Bettine alors me remit la lettre, et le billet. Voici le billet : » Ou recevez moi pas plus tard que cette nuit dans votre cabinet, en laissant entrebaillée la porte qui donne dans la cour entrebaillée, ou pensez à vous tirer d’affaires demain vis à vis du docteur au quel je remettrai la lettre dont vous voyez la copie ci jointe. «

La lettre contenoit le recit d’un delateur infame et enragé, qui effectivement pouvoit avoir des suites tres facheuses.
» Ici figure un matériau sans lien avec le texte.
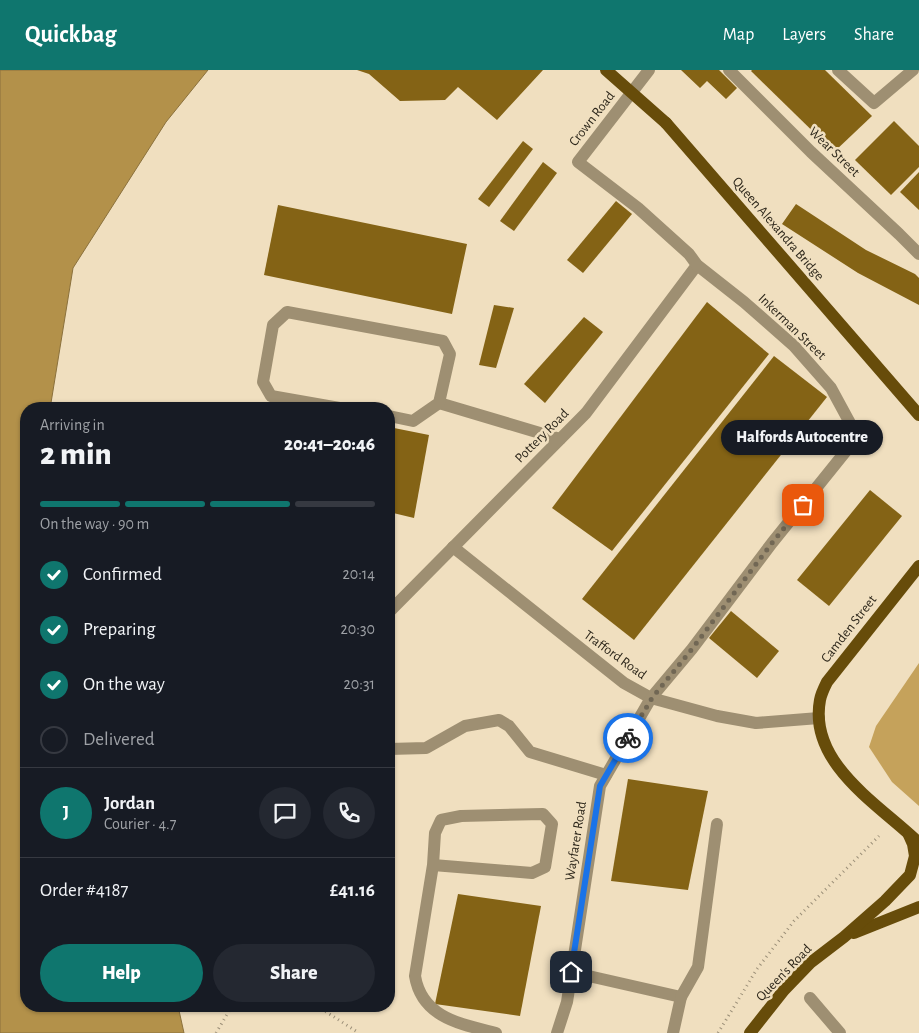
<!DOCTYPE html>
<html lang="en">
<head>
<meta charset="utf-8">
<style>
	:root { --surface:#171b24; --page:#242831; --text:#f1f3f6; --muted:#9ea1a6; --line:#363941; --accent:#0f766e }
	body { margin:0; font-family:"Alegreya Sans",sans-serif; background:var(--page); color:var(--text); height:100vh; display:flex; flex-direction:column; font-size:19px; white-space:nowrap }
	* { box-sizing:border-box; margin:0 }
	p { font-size:16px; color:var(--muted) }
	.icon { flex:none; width:28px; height:28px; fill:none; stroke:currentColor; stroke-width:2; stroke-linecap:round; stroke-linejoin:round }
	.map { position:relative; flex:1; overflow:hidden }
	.details { position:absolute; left:20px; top:332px; width:375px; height:610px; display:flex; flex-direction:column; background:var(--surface); border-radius:20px; box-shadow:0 1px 4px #0004 }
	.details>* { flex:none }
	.pin { position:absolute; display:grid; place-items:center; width:42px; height:42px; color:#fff; margin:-21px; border-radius:10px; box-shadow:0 2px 8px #0006 }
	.courier { position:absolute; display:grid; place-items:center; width:50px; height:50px; margin:-25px; border:4px solid #1a73e8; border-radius:50%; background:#fff; color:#222; box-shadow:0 1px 6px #0007 }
	.bubble { position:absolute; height:35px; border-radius:18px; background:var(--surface); box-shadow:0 1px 4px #0004; font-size:16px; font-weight:800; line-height:35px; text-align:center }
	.head em { font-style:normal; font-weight:800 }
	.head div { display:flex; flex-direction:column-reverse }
	.head { display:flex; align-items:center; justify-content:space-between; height:85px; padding:0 20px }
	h1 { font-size:32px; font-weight:800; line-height:38px }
	.bar { display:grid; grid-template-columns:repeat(4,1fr); gap:8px 5px; align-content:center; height:60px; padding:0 20px }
	.bar i { height:6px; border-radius:4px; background:var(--line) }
	.bar .current { background:var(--accent) }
	.bar p { grid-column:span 4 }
	.line { display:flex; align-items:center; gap:12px; padding:0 20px; border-top:1px solid var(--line) }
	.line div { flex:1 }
	.round { display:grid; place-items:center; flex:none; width:52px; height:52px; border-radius:26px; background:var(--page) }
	ol { padding:0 20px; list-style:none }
	li { display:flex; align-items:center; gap:15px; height:55px }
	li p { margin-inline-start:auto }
	li .icon { padding:5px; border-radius:50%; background:var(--accent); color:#fff; stroke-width:4 }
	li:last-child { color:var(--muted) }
	li i { width:28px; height:28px; border:2px solid var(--line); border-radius:50% }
	.cta { display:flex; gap:10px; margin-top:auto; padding:10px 20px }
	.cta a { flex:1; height:58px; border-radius:30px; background:var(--accent); color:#fff; font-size:20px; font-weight:800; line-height:58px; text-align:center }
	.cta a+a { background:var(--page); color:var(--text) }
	header { display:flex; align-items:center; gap:30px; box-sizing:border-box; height:70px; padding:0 25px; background:var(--accent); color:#fff }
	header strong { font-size:24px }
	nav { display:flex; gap:28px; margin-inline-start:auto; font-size:18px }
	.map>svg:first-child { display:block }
	.forest { fill:#c5a25b }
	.water { fill:#b3914a; stroke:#8b713c }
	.building { fill:#846315 }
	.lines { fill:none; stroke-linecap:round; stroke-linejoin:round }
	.path { stroke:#9b8f78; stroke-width:3; stroke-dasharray:1 4; stroke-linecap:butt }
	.minor { stroke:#9e8f72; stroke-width:12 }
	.major { stroke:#674c0a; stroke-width:12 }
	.major-bridge { stroke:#674c0a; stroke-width:12 }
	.done { stroke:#716754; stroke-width:5; stroke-dasharray:0 9 }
	.route { stroke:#1a73e8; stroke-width:6 }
	.labels { text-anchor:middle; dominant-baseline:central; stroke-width:5; stroke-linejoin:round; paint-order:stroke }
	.street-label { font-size:14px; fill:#2d271b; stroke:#f0dfbf }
</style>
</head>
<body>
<header>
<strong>Quickbag</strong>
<nav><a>Map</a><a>Layers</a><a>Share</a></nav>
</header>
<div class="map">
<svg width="919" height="963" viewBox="0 0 919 963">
	<rect width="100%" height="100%" fill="#f0dfbf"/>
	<!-- forest -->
	<polygon class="forest" points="919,593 919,736 892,712 869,677 876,656"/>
	<!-- water -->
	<polygon class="water" points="0,0 208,0 166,52 73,198 50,339 26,339 26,936 178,936 184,963 0,963"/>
	<!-- building -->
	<g class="building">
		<polygon points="357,0 543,0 497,50 458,17 445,30 400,31 369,4"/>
		<polygon points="681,0 719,0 737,18 726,29 707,11 700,18"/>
		<polygon points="752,0 825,0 872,46 834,82 751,1"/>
		<polygon points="894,51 919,76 919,97 891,125 855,90"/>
		<polygon points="523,71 533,79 489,137 478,129"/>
		<polygon points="543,92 557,103 514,161 500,151"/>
		<polygon points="919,102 919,140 900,122"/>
		<polygon points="616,131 632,144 583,203 567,190"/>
		<polygon points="796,134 866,180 915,204 919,208 919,235 858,203 782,154"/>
		<polygon points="278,135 467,174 452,244 264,205"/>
		<polygon points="707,232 769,284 612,481 552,438"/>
		<polygon points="494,235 514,238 496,298 479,295"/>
		<polygon points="584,247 603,262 545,333 524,314"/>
		<polygon points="774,286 827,327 634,570 582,529"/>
		<polygon points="389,357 429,365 414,448 389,442"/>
		<polygon points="870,420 902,446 829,536 797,510"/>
		<polygon points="731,541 779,581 757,608 709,568"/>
		<polygon points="628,709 708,721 688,820 611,811"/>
		<polygon points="458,824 541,836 520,946 435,934"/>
	</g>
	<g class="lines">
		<!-- path -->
		<g class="path">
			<polyline points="317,936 359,963"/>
			<polyline points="216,963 232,936"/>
			<polyline points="718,963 757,899 794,851 879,766"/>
		</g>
		<!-- minor -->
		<g class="minor">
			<polyline points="729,0 811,82 899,164 919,184"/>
			<polyline points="838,0 874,33 913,0"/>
			<polyline points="439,333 560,369"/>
			<polyline points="345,339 271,326 263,312 273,255 287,242 443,271 450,284 439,333 413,351 389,346"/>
			<polyline points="453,477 624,613 651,628 717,646 756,653 819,648"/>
			<polyline points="389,542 586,343 697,195"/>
			<polyline points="389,679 426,678 465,656 499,650 509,656 530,682 606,705"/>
			<path d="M433,795l99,8 13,-6 7,-43 -9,-10 -82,2 -20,4 -6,13 -2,32 -18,111c7,42 46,48 81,57"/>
			<polyline points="571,902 681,927 673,963"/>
			<polyline points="681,927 698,897 717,754"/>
			<polyline points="810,928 840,963"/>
			<polyline points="557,963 567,932 600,716 651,628 692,579 772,473 846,381 850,353 831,318 794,276 744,232 697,195 689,184 638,138 578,92 649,0"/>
		</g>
		<!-- major -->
		<g class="major">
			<polyline points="666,53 919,345"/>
			<path d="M919,496l-92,116c-3,6 -6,12 -7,18 -12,64 60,105 99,143"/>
			<polyline points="854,863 919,837"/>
			<polyline points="750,963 784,920 810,893 844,867 885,831 910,805 915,786 913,774 909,765"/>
		</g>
		<!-- major-bridge -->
		<polyline class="major-bridge" points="606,0 666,53"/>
	</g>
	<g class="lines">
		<!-- done -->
		<polyline class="done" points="628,668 652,628 692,579 772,473 803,435"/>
		<!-- route -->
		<polyline class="route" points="571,902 600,716 628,668"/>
	</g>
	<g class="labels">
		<!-- street labels -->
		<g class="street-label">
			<text transform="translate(592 49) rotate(-52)">Crown Road</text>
			<text transform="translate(834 82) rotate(44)">Wear Street</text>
			<text transform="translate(778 159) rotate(49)">Queen Alexandra Bridge</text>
			<text transform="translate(792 257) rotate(44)">Inkerman Street</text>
			<text transform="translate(542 366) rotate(-45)">Pottery Road</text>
			<text transform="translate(849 559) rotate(-52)">Camden Street</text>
			<text transform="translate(615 585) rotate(36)">Trafford Road</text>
			<text transform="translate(576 771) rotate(-81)">Wayfarer Road</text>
			<text transform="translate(784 903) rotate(-46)">Queen's Road</text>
		</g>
	</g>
</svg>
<div class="pin" style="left:803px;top:435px;background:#ea580c"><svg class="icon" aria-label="bag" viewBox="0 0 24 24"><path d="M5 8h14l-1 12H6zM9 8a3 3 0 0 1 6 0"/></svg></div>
<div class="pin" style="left:571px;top:902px;background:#1f2937"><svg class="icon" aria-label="home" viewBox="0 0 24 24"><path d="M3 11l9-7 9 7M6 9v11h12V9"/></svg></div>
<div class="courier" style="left:628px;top:668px"><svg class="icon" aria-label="bike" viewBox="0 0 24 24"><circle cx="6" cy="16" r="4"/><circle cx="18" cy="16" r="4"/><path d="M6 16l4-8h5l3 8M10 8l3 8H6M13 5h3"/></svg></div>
<div class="bubble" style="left:721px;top:350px;width:162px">Halfords Autocentre</div>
<section class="details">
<div class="head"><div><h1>2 min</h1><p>Arriving in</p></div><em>20:41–20:46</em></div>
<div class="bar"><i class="current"></i><i class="current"></i><i class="current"></i><i></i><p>On the way · 90 m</p></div>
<ol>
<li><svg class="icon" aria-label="check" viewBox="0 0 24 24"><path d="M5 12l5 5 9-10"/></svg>Confirmed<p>20:14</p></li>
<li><svg class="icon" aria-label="check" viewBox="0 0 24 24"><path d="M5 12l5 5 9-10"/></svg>Preparing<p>20:30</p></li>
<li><svg class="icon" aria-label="check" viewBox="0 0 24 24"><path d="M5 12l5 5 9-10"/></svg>On the way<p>20:31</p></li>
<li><i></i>Delivered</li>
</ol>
<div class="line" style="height:90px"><b class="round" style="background:var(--accent);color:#fff">J</b><div><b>Jordan</b><p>Courier · 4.7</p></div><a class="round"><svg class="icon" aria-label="chat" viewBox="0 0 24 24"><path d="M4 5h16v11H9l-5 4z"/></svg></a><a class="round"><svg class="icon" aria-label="phone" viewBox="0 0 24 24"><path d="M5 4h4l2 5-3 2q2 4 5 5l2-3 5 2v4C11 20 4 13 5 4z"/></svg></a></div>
<div class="line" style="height:65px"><div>Order #4187</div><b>£41.16</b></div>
<div class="cta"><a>Help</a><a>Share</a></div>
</section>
</div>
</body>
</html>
Il disoit au docteur que sa sœur passoit avec moi les matinées dans un commerce criminel, lorsqu’il alloit dire la messe, et il lui promettoit de lui donner la dessus des tels eclaircissemens qu’il ne pourroit pas en douter.

Après avoir fait la reflexion, poursuivit Bettine, que le cas exigeoit, je me suis determinée à ecouter ce monstre. J’ai laissé la porte entrouverte, et je l’ai attendu ayant mis dans ma poche un stylet de mon pere. Je l’ai attendu à la porte pour qu’il me parle là, mon cabinet n’étant séparé de celui où couche mon pere que d’une cloison. Le moindre bruit auroit pu l’éveiller.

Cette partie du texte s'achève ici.